The derivative suit against Muni Mae joins other subprime-related derivative lawsuits that previously have been filed against, among others, Countrywide, American International Group, Regions Financial, and Bear Stearns. I have not been separately tracking the subprime-related derivative lawsuits, basically because I failed to anticipate that shareholders would file as many subprime-related derivative actions as they have. In response to readers’ inquiries, I will now endeavor to track the subprime-related derivative suits.

Unfortunately, because I am coming at this task belatedly, I may fail to account for derivative lawsuits that were filed previously and of which I am unaware. I would be grateful if readers would let me know of any pending subprime-related derivative lawsuits of which they are aware, so that I can add them to my tally and the list will be as complete as possible.

Subprime Litigation Overview: The field of subprime-related litigation has continued to grow and expand, to the point where it is difficult to get an organized sense of the range of issues and litigants involved. An April 1, 2008 memorandum from the Gibson Dunn law firm entitled “Subprime-Related Securities Litigation: Where Do We Go From Here?” (here) provides a top-level overview of current exposures facing companies involved in subprime-related businesses. The paper identifies early trends and key defenses, takes a brief look at likely D & O insurance issues, and describes the factors that are likely to affect the likely future direction of this litigation.

A Canadian Backdating Lawsuit: Though the backdating scandal now seems like ancient history, it seems that the lawsuits are still continuing to come in, although the most recent instance involves a Canadian company sued in a Canadian court.

According to news reports (here), a shareholder of Savanna Energy Services Corp. has filed an action in Alberta’s Court of Queen’s Bench against eleven current or former directors and officers of the company, alleging that the defendants manipulated the company’s stock options in order to profit personally. The lawsuit seeks damages equal to the defendants’ ill-gotten gains and a ban on issuing options to the company’s executives.
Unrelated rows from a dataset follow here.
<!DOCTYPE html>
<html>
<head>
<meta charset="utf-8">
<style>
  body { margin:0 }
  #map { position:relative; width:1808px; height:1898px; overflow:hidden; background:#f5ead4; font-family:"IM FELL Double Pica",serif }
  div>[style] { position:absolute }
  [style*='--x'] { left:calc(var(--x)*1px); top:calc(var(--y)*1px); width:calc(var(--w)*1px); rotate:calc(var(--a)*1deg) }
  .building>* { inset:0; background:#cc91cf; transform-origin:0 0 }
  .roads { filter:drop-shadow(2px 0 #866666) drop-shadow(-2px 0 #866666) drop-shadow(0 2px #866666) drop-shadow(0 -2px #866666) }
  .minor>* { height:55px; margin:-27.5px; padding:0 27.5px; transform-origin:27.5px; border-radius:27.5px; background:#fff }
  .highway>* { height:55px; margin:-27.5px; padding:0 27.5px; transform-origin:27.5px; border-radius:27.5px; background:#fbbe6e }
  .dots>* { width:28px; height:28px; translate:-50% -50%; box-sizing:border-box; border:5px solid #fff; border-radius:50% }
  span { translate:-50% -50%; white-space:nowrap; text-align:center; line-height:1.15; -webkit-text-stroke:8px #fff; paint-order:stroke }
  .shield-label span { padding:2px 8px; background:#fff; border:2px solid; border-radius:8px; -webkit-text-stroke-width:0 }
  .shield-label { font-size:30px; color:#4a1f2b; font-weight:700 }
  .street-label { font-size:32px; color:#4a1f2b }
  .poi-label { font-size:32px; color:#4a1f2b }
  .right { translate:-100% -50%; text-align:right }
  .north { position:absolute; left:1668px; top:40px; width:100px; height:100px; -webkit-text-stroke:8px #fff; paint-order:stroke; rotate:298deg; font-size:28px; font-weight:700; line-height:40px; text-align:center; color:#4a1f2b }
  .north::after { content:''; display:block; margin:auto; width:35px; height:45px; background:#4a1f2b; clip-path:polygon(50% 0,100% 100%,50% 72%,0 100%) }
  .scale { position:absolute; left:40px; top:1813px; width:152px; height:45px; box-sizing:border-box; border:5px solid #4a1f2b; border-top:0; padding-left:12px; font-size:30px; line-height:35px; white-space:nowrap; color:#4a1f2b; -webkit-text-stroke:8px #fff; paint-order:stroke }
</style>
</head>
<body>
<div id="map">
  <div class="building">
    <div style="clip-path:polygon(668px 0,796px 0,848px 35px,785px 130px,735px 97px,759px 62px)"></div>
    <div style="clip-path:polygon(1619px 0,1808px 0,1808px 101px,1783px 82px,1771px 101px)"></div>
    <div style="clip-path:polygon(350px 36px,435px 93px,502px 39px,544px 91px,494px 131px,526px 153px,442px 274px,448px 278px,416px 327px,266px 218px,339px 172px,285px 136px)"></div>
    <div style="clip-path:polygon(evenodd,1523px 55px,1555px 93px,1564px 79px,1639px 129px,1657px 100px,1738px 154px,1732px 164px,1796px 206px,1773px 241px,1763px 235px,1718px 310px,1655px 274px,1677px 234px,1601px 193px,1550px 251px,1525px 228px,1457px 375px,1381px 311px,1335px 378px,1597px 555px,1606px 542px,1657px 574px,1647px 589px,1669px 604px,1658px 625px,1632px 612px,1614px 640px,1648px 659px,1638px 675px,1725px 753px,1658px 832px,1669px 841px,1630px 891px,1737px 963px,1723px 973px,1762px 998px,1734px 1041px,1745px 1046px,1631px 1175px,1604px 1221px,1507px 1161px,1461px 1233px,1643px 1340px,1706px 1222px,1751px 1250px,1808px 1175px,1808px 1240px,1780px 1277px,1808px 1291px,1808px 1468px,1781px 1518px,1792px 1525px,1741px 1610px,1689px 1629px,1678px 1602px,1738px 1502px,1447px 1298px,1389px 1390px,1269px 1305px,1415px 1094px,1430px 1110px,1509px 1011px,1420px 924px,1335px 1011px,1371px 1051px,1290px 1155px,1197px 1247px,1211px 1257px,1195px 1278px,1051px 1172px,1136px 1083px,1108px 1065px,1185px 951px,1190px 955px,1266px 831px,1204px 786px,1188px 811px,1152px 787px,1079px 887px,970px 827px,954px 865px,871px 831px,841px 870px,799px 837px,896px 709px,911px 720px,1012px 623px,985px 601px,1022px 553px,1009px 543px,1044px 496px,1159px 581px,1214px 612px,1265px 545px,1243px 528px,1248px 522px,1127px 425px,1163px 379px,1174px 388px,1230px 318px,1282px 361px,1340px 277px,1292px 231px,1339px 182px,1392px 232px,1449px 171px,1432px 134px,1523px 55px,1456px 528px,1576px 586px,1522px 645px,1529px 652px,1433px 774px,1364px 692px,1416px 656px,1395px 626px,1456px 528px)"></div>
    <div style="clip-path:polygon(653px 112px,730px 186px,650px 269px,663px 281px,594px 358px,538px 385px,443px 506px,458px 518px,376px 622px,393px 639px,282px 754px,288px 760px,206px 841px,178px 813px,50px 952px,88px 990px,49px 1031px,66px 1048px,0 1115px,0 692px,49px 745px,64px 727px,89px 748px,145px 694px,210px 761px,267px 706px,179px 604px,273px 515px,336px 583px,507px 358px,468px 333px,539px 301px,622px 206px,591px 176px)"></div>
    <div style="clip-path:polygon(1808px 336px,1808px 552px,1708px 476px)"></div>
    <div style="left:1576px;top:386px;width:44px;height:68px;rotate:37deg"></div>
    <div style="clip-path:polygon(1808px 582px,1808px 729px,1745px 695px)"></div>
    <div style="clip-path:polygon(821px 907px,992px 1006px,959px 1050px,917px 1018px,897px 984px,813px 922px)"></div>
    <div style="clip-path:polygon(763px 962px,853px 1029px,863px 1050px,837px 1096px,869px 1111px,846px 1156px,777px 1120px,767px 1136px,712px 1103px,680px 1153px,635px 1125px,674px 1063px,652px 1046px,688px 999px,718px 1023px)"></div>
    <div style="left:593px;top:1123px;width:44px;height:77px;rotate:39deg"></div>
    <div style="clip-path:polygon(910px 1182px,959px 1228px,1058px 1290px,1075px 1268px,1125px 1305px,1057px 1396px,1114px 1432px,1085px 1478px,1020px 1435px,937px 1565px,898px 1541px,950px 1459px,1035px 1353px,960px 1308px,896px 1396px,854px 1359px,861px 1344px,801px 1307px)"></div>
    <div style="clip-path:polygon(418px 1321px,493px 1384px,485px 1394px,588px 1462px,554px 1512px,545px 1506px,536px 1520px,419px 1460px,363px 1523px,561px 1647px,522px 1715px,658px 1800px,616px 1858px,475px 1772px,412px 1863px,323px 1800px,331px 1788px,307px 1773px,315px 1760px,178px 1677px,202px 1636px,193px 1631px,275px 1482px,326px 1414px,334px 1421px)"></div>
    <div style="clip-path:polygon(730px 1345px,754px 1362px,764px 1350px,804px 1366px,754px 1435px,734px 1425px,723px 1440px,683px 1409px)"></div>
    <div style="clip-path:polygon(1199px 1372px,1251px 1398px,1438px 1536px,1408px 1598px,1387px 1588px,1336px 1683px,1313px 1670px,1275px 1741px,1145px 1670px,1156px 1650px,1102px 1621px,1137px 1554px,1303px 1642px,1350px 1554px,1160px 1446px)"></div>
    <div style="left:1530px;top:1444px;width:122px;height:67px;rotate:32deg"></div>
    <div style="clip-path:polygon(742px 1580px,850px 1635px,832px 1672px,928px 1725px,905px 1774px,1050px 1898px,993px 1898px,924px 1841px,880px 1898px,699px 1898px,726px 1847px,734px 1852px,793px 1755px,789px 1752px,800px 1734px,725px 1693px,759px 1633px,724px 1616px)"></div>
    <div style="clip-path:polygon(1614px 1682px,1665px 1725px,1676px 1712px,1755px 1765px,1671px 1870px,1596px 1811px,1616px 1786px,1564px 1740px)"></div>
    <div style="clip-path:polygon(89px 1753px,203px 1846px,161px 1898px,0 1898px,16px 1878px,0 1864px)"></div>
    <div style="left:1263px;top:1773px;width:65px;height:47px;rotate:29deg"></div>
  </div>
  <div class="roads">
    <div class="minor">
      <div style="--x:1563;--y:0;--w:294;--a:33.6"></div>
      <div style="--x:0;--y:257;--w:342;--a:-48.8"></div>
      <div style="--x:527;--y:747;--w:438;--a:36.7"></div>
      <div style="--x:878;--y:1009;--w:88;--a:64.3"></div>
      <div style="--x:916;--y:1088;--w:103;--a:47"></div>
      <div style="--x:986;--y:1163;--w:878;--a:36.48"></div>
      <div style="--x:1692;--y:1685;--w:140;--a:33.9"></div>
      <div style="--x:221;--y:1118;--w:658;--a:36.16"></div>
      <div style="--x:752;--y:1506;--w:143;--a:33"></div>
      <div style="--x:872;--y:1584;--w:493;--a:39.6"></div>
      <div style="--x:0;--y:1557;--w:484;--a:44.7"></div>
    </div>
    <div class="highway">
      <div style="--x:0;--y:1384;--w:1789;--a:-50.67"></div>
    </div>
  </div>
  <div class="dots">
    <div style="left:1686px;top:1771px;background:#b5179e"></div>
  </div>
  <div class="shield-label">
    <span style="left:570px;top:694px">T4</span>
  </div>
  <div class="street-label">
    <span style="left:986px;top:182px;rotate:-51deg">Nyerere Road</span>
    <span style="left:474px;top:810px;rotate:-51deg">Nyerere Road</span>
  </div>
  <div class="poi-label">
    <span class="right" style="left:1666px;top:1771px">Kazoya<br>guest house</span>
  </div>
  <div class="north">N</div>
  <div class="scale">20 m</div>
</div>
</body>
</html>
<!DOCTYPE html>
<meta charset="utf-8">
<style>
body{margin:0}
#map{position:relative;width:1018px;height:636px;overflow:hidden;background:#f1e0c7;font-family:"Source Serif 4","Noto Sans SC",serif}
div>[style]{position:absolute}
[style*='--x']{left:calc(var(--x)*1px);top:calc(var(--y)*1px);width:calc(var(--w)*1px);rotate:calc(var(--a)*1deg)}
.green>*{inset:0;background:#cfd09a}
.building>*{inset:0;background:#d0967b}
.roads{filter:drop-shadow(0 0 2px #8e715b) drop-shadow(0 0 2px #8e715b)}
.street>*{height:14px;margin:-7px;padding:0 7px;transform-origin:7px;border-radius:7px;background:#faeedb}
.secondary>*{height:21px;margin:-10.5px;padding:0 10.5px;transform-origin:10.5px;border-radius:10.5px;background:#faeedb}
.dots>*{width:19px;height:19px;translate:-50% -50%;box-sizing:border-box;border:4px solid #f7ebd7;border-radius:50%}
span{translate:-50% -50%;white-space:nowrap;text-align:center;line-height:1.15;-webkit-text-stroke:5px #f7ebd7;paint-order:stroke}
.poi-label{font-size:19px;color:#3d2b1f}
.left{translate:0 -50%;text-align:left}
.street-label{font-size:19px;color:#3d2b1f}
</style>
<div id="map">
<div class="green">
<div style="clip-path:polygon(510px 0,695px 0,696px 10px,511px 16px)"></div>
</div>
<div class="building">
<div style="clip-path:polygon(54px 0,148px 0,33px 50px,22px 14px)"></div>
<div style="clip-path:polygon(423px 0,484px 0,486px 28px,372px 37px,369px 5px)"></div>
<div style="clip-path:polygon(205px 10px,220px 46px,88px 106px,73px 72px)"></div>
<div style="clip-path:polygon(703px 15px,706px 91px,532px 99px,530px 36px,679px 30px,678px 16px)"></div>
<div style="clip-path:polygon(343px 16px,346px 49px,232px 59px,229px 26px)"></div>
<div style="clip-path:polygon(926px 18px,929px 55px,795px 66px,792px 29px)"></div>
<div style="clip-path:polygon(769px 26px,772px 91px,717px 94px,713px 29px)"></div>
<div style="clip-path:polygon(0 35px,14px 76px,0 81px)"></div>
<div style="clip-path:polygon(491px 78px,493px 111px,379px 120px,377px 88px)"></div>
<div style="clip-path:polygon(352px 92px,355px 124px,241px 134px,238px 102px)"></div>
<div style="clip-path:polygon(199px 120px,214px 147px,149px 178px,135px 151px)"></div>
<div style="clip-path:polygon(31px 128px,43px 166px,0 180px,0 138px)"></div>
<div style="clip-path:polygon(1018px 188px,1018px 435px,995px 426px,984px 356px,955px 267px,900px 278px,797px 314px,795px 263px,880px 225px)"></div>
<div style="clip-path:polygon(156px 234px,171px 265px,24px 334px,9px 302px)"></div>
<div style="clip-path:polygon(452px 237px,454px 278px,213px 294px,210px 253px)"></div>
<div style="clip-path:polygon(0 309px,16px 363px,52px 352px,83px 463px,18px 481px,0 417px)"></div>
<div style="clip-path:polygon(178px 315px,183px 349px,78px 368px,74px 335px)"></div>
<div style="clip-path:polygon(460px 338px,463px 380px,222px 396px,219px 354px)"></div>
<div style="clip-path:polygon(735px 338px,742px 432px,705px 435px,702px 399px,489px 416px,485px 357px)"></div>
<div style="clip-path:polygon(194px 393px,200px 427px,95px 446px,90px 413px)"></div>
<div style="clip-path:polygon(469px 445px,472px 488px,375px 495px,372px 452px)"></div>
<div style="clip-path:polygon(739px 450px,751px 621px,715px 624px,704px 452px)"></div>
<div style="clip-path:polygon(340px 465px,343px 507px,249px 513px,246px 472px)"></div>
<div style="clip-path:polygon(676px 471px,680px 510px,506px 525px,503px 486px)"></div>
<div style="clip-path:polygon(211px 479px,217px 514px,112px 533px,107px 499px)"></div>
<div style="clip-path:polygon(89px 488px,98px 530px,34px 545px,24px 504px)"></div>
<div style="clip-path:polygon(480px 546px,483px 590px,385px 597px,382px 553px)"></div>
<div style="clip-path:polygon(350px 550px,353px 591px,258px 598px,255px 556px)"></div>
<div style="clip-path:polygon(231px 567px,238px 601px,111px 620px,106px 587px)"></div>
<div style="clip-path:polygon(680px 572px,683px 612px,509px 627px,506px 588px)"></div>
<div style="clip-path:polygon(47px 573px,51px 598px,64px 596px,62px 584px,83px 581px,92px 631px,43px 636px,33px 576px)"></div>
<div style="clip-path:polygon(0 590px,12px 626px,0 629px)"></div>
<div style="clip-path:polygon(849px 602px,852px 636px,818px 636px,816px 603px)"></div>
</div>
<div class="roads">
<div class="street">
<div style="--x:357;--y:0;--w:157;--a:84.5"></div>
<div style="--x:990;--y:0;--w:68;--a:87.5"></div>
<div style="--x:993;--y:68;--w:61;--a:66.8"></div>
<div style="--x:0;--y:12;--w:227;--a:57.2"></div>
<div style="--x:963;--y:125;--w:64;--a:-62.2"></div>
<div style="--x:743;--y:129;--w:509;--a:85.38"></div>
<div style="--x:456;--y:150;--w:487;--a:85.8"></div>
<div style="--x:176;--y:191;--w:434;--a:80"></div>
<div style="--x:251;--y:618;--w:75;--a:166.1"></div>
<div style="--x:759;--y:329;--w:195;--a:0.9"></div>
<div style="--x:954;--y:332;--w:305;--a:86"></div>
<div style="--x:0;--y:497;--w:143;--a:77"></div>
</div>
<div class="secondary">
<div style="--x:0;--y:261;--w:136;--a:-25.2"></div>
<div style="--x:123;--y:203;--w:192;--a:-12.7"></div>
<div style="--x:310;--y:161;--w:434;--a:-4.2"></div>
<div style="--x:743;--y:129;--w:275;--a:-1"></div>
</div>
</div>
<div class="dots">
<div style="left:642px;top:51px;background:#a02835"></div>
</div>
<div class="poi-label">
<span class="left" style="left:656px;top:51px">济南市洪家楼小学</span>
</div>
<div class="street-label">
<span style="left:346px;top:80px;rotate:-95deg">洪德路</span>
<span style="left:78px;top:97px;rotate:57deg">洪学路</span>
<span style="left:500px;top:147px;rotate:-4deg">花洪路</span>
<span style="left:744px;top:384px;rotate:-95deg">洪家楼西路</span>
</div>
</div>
The plaintiffs’ complaint relies on an affidavit from Eric Lie, the University of Iowa professor whose research initially triggered the options backdating scandal. Lie’s affidavit reports “a high statistical probability” that individuals at Savanna backdated options between 2004 and 2007.

Because Savanna is a Canadian company whose shares trade only on the Toronto Stock Exchange and because it has been sued in Canadian court under Canadian law, I have not tried to shoehorn the case into my running tally of options backdating lawsuits (which may be accessed here). The Savanna lawsuit may represent its own unique category of one.

Delaware Corporate Law Update: Francis Pileggi has posted on his Delaware Corporate and Commerical Litigation Blog (here) an interesting series of posts (here, here and here) reporting on the proceedings at Tulane University’s Corporate Law Institute, which took place this past week. The posts include a number of interesting commentaries from members of the Delaware judiciary. Francis’s post (here) about Delaware law regarding the sale of companies is particularly noteworthy and interesting, particularly Vice Chancellor Strine’s remarks about the duties of boards of companies in the process of the sale of a company.

Death by Blogging?: Readers who may not appreciate how stressful it can be to maintain a blog may want to review the April 6, 2008 New York Times article entitled “In Web World of 24/7 Stress, Writers Blog Till They Drop” (here), which surveys the toll that blogging is taking on some authors.

While no one here at The D & O Diary seems to be in any immediate danger, maintaining the blog is unquestionably stressful. The authors described in the Times article are (or rather, were) at least getting paid for their troubles, whereas The D & O Diary lacks even that consolation. Our blogging efforts defy Samuel Johnson’s sage words that “No man but a blockhead ever wrote except for money” — words that we frequently contemplate to our distress. Yet on we blog, as if by compulsion. A blog is indeed a harsh mistress.